Go through the material line by line and copy each one with the word "getContext".
PROVIDED RECORDS START
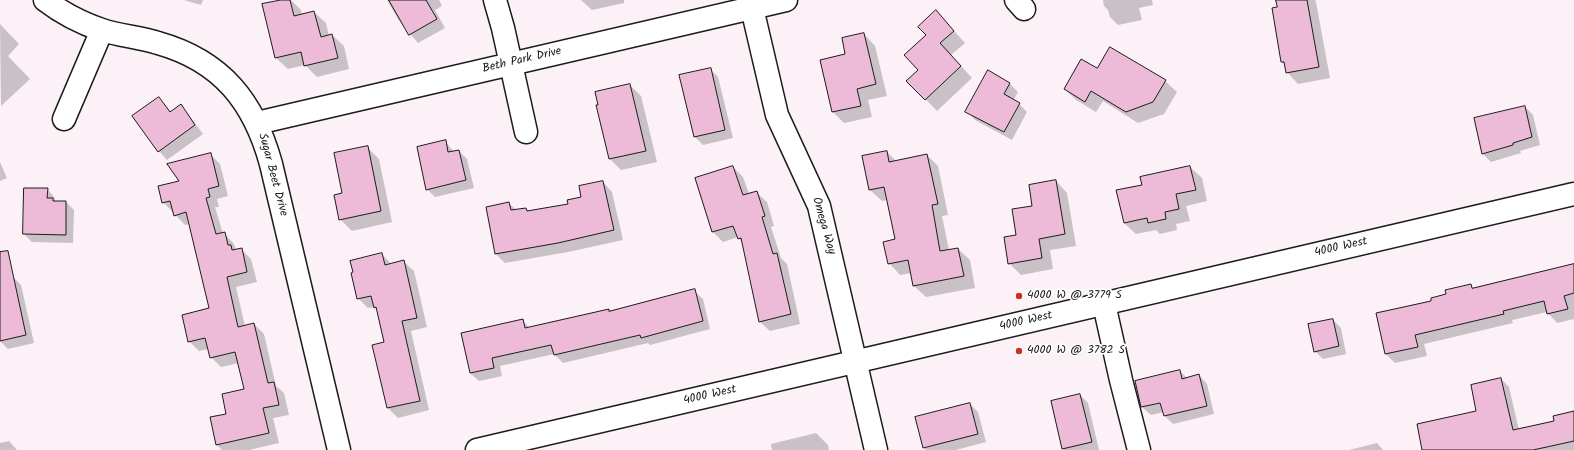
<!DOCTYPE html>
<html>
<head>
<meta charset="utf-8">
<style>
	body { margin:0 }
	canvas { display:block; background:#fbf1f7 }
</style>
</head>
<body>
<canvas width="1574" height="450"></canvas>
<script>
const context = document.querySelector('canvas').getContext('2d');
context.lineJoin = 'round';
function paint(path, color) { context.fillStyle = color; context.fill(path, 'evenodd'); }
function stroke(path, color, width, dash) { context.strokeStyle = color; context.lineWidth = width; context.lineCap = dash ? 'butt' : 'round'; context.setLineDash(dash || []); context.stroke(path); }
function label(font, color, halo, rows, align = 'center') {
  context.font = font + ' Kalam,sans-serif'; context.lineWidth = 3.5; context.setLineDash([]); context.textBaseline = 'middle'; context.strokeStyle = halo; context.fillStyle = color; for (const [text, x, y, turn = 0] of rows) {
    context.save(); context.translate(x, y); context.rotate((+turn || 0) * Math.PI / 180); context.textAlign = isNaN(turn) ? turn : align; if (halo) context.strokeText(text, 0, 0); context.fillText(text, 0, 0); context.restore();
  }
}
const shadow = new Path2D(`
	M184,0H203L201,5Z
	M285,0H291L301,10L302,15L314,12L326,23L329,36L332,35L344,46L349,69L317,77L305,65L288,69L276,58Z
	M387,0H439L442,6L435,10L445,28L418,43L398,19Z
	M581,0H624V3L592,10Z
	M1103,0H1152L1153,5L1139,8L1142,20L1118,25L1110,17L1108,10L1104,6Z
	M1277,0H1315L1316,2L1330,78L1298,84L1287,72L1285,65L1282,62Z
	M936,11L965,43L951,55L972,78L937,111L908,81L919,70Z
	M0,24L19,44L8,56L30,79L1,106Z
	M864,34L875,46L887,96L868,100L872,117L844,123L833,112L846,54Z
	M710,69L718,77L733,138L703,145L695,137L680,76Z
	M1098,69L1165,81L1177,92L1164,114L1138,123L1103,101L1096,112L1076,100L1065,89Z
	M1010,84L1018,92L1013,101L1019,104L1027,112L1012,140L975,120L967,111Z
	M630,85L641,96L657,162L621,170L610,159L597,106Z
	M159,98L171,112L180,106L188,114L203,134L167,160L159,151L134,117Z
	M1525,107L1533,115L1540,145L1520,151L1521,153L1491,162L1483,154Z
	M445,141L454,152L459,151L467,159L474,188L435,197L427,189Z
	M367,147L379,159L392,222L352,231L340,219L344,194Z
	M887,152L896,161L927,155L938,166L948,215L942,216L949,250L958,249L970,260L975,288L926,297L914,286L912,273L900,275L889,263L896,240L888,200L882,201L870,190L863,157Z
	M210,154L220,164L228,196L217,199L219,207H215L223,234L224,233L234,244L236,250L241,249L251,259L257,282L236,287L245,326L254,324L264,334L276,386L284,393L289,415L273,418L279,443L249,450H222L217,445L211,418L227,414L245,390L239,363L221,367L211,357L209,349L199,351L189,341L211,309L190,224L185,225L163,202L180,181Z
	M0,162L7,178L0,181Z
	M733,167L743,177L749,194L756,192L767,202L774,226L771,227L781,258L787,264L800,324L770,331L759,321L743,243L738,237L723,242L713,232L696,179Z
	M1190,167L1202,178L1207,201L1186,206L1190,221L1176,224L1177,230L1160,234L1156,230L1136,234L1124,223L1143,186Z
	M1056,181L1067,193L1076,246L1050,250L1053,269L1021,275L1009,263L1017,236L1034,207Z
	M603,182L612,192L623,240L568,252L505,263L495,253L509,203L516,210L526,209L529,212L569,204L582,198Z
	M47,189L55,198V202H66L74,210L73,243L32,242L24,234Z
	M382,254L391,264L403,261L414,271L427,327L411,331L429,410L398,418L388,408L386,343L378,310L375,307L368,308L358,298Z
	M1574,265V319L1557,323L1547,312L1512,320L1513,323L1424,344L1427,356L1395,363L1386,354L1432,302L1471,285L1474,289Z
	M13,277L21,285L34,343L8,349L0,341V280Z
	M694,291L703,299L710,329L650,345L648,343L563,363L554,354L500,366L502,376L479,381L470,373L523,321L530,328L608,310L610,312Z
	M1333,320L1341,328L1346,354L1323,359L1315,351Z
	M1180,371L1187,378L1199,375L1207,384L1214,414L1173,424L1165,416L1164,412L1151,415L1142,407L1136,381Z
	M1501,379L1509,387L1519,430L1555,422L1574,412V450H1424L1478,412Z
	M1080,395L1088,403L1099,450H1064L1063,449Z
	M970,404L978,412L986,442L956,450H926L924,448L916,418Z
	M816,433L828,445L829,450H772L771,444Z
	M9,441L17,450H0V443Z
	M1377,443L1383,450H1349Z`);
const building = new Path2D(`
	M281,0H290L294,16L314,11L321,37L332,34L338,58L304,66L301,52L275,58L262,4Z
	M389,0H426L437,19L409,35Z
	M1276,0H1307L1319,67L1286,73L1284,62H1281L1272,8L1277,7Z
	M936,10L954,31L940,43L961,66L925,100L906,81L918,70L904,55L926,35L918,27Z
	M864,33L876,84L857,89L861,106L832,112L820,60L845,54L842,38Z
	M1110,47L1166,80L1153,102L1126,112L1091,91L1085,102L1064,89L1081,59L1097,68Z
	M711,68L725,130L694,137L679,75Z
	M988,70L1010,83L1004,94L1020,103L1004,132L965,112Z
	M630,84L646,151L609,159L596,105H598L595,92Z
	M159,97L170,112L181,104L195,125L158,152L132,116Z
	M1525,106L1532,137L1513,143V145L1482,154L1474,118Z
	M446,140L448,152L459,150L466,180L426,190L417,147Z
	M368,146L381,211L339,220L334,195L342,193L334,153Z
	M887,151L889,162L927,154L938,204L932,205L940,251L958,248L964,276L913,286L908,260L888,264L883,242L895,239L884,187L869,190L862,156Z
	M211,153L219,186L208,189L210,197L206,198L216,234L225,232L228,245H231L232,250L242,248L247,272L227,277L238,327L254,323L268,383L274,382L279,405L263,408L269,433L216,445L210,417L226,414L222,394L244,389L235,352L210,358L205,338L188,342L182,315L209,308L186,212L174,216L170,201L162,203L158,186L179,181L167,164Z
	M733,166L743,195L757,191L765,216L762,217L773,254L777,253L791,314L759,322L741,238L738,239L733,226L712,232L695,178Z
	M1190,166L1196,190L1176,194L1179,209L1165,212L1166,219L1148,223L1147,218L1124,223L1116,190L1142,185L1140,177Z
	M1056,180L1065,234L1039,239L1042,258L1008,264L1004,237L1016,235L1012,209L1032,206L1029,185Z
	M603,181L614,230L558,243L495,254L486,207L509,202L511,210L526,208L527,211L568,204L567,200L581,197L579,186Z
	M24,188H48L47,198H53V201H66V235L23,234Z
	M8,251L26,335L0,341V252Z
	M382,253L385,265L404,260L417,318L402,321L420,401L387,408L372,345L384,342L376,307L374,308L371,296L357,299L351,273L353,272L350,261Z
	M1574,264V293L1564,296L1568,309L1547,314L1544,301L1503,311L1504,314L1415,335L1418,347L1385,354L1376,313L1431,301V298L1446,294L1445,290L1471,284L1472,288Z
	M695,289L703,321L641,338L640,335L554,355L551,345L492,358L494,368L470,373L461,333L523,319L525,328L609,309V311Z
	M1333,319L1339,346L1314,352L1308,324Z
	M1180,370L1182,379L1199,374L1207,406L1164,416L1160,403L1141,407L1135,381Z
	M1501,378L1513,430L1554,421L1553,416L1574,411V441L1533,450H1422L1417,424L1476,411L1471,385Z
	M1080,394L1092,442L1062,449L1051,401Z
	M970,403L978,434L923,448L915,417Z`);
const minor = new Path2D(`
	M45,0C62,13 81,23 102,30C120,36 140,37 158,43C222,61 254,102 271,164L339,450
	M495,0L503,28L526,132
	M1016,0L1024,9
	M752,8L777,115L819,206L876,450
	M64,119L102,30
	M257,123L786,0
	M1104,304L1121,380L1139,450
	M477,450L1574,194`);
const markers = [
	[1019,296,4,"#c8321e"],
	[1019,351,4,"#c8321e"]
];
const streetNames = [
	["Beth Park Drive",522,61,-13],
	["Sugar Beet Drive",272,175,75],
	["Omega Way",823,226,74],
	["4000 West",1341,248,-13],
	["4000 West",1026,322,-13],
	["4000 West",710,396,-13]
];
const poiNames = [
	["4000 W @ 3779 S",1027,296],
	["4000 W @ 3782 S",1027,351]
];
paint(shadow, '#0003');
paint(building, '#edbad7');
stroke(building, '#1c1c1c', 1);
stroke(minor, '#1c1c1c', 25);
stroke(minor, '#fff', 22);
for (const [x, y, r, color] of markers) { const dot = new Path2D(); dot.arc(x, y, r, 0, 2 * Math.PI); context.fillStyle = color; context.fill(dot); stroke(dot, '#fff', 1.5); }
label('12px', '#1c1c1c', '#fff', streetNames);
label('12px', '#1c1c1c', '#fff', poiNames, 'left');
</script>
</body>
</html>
PROVIDED RECORDS END
PROVIDED RECORDS START
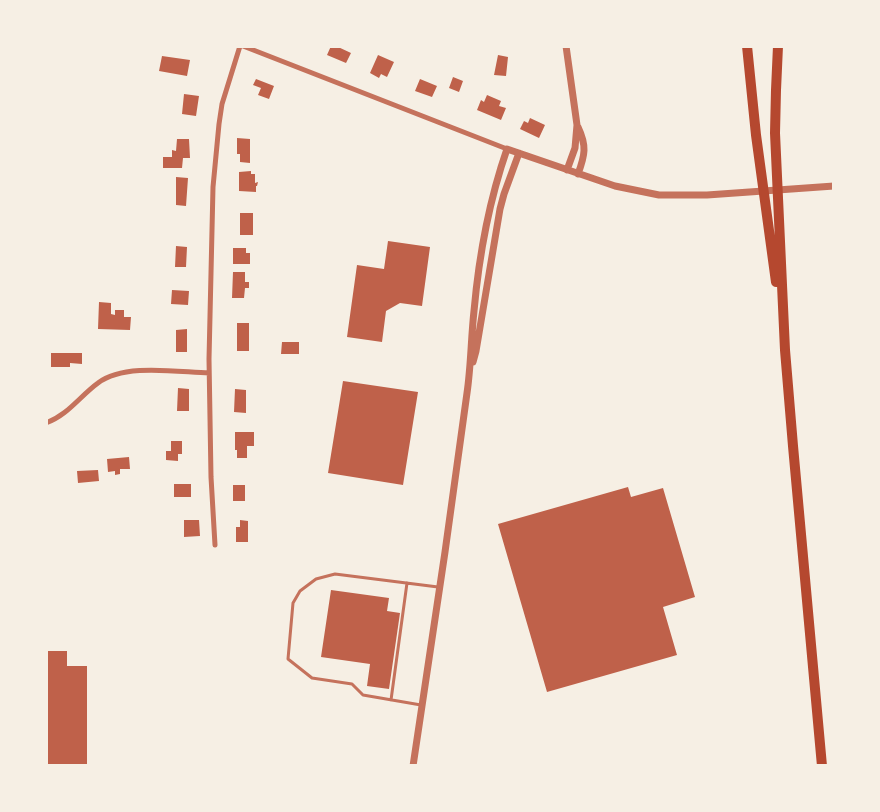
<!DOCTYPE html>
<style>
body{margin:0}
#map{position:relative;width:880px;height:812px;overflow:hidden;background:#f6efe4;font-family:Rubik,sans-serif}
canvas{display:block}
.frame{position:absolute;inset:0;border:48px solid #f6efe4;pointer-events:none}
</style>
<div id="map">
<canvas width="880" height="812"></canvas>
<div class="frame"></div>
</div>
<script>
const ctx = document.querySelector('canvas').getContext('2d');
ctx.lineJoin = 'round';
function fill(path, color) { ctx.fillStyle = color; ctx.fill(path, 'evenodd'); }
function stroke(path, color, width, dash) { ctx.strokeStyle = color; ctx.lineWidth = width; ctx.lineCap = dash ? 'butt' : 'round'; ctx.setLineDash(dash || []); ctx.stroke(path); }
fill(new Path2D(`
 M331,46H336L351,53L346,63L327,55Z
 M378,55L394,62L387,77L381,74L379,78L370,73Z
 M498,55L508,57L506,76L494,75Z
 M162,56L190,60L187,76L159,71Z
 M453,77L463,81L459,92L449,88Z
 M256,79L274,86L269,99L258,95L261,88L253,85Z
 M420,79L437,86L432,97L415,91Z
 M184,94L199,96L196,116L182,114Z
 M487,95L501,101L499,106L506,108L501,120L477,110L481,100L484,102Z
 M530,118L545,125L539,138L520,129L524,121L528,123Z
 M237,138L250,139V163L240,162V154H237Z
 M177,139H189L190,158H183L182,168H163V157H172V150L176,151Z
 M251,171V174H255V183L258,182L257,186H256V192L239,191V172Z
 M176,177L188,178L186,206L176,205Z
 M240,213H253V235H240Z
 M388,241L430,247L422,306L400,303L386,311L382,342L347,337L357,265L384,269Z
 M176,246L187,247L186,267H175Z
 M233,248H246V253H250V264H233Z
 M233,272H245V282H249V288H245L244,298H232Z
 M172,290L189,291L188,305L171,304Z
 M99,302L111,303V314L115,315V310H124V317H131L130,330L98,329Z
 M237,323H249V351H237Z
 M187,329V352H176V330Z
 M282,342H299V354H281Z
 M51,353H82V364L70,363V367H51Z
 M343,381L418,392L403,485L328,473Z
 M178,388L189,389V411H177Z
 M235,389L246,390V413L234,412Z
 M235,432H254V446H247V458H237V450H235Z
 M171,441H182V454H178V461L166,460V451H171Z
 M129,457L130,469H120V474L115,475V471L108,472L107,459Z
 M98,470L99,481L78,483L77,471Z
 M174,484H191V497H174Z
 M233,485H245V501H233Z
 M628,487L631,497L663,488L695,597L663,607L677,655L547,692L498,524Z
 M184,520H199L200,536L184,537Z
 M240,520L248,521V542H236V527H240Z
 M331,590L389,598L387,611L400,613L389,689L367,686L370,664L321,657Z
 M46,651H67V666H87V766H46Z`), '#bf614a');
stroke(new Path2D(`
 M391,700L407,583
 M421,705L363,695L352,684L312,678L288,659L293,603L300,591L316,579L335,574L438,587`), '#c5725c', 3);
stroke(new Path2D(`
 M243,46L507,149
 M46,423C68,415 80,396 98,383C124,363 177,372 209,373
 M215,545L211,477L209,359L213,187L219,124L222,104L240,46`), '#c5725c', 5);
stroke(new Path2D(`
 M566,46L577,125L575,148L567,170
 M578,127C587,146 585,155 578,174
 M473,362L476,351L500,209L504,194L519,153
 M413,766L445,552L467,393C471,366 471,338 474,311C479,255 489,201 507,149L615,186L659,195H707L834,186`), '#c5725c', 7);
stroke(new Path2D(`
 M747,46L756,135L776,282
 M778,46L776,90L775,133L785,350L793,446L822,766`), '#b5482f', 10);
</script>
PROVIDED RECORDS END
SOLUTION TO THIS TASK
const context = document.querySelector('canvas').getContext('2d');
const ctx = document.querySelector('canvas').getContext('2d');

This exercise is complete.